In early January, shareholders at Barclays, a British investment bank, filed a resolution to preclude the bank from financing companies in the future that are focused on fossil fuel production. Under the resolution, the bank would phase out its financing of any company that is not aligned with the Paris Climate Agreement.
The Paris Climate Agreement seeks to curtail a rise in global temperatures by reducing global greenhouse gas emissions. The United States exited the agreement in June 2017.
The resolution was introduced by 11 institutional investors of the bank, who collectively manage about $170 billion in assets. In their introduction of the resolution, the investors cited growing concerns about climate change and its financial impacts. The investors and outside groups argue that passage of the resolution would help reduce the bank’s financial risk in the future. If passed, the resolution would be the first of its kind at a European bank.
Bank officials will vote on the resolution at an annual meeting in May. Currently, Barclays ranks as the largest financier of fossil fuel extraction companies and fossil fuel-based utilities in Europe and the sixth-largest worldwide. According to the Rainforest Action Network, Barclays’ lending to fossil fuel companies totaled about $85 billion between 2015 and 2018.
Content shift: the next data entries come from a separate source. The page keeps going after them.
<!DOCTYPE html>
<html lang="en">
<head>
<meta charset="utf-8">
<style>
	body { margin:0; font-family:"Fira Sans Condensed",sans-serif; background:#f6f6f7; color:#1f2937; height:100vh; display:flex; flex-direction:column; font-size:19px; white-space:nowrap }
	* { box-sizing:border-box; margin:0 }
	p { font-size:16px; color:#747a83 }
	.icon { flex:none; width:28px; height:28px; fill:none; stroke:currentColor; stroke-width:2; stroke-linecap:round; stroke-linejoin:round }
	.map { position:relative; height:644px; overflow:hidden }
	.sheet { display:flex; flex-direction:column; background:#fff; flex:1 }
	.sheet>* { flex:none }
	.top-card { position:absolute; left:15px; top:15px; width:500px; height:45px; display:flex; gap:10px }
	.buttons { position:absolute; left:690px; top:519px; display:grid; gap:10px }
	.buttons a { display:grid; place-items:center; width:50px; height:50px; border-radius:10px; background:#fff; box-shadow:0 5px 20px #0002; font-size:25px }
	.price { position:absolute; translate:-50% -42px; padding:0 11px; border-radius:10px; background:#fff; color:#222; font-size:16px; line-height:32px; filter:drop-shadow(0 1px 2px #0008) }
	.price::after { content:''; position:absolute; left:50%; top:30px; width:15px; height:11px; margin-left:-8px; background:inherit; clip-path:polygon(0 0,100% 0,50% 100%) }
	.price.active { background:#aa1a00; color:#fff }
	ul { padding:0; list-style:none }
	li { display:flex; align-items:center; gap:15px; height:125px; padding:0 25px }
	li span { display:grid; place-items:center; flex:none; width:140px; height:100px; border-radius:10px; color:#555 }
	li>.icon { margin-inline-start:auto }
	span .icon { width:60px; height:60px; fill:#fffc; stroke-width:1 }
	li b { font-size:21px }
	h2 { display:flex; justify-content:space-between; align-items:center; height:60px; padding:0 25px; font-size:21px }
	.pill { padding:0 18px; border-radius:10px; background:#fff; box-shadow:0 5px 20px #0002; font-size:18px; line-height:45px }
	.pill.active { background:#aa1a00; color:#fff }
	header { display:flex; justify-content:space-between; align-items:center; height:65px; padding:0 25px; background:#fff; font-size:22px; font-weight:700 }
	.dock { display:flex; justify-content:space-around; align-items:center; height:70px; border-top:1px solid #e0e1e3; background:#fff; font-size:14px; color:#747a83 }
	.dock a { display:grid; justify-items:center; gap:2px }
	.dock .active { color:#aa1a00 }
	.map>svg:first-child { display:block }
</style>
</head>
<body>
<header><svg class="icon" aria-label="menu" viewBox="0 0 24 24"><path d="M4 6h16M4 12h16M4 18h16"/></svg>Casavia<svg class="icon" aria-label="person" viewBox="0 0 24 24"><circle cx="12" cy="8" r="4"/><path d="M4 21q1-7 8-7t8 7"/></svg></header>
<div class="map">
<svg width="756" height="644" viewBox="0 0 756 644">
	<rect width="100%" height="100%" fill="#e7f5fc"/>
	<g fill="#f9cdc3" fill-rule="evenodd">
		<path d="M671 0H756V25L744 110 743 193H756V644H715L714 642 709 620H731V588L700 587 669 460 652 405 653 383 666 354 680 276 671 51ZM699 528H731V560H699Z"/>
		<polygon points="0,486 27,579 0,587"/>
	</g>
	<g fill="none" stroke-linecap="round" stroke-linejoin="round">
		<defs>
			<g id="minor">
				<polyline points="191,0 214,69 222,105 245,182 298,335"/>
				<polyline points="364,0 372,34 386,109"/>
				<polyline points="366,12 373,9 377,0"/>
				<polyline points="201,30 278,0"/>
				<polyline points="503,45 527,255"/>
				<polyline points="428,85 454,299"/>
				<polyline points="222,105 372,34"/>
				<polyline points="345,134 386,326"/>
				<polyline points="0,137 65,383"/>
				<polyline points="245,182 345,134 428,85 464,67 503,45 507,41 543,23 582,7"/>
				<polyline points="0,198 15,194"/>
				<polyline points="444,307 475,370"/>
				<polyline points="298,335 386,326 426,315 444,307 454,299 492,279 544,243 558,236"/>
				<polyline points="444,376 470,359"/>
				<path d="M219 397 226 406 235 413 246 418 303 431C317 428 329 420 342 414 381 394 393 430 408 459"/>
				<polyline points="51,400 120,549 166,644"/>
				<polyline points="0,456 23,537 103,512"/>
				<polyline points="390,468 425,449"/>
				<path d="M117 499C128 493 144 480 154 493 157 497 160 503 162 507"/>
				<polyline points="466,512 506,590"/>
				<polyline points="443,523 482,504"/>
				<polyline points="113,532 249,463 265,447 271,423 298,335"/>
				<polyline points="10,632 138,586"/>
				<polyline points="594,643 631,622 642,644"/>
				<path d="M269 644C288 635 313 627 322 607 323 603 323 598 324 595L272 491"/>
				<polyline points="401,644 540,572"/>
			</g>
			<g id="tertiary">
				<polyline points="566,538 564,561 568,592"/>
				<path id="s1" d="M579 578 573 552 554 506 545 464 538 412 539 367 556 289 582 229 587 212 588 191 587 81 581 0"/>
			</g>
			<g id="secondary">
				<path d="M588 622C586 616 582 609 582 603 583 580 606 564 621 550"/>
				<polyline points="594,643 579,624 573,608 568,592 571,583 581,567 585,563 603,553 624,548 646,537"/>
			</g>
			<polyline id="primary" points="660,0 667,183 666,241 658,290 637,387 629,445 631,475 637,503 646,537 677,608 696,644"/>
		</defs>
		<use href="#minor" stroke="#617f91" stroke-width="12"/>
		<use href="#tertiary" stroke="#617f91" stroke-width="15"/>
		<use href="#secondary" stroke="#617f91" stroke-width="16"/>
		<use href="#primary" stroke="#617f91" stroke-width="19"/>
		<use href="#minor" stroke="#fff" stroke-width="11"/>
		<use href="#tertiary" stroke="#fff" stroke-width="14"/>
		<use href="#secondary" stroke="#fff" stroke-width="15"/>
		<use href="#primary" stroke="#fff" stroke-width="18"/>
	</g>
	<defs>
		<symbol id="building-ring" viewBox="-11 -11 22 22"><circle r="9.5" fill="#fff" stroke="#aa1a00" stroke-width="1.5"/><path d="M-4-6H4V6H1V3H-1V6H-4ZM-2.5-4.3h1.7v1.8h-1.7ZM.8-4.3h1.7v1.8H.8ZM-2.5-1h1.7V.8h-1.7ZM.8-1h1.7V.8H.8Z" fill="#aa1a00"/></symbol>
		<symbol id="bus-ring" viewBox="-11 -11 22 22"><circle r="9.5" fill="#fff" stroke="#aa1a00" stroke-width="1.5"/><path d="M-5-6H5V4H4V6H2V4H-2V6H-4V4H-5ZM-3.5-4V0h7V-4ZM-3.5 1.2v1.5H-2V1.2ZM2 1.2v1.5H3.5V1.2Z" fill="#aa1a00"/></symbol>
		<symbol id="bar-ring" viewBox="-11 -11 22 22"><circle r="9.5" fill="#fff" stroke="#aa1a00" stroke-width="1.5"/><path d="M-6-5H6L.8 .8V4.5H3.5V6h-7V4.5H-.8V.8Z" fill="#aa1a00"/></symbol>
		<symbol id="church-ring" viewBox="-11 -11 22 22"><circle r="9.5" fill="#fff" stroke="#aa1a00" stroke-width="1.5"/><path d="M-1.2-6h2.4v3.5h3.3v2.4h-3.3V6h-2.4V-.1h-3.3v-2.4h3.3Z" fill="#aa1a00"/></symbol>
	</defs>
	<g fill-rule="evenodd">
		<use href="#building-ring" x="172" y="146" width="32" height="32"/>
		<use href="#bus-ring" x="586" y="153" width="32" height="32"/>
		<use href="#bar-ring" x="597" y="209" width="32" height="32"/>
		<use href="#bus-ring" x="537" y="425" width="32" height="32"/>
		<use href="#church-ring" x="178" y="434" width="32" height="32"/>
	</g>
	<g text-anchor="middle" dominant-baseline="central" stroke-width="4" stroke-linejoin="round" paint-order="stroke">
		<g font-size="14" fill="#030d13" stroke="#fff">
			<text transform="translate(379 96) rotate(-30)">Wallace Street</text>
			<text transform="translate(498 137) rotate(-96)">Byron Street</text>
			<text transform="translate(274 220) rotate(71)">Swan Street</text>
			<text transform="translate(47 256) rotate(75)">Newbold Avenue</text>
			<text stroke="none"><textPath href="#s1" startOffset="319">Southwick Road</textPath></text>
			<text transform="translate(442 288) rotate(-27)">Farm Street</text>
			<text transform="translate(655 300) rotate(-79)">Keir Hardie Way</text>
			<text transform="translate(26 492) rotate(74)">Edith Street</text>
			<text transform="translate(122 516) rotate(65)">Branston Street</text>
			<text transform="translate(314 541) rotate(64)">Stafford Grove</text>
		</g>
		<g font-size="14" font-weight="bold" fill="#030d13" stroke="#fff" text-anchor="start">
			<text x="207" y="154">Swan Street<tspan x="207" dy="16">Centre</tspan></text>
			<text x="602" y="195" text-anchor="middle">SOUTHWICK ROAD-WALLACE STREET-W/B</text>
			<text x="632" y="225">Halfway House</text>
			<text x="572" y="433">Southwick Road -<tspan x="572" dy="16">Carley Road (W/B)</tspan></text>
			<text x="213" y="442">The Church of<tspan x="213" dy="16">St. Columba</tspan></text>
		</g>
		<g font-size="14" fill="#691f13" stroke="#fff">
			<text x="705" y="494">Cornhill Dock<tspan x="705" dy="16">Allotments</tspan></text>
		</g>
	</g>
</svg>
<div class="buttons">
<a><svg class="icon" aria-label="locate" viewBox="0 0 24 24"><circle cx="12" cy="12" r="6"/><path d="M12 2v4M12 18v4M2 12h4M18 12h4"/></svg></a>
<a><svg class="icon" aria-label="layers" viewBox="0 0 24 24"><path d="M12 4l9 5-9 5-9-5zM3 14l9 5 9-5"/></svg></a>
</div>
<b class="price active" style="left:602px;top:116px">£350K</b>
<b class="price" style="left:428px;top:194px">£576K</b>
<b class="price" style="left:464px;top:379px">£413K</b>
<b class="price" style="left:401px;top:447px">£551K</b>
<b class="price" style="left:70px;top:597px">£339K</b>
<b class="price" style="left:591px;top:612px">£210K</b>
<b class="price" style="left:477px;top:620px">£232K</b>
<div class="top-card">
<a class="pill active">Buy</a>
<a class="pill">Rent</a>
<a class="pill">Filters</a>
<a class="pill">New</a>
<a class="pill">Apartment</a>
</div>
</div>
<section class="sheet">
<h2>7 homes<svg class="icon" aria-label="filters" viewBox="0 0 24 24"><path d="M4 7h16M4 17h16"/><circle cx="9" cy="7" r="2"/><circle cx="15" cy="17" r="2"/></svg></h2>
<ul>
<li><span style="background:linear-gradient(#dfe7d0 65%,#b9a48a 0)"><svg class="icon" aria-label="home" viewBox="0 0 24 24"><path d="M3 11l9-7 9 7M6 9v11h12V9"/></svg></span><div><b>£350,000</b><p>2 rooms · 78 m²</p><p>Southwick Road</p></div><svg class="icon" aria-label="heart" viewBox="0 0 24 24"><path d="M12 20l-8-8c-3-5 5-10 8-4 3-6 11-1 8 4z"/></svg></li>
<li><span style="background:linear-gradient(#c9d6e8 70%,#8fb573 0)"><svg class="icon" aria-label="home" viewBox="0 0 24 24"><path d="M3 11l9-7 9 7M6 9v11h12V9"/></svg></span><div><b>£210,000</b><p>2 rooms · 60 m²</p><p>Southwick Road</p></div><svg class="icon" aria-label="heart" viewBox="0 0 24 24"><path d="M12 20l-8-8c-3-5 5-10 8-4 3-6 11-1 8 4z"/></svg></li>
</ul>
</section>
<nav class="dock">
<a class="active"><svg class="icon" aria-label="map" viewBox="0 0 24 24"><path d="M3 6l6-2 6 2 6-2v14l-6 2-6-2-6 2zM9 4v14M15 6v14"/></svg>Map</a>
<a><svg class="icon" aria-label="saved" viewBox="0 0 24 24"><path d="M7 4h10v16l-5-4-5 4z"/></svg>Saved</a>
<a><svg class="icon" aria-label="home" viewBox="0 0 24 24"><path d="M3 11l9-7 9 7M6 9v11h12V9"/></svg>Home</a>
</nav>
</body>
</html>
While it is unclear if or how the resolution would impact U.S. companies, the move at Barclays could signal a more troubling trend. Similar climate-focused measures are being introduced by shareholders at major U.S. banks including Bank of America, Goldman Sachs, JPMorgan Chase, Morgan Stanley, and Wells Fargo. Currently, JPMorgan Chase is the largest financier of fossil fuel companies globally.
Communities engaged in natural gas and oil production should monitor the resolution at Barclays and other banks closely as passage at any one of the lenders could cut off funding for future development.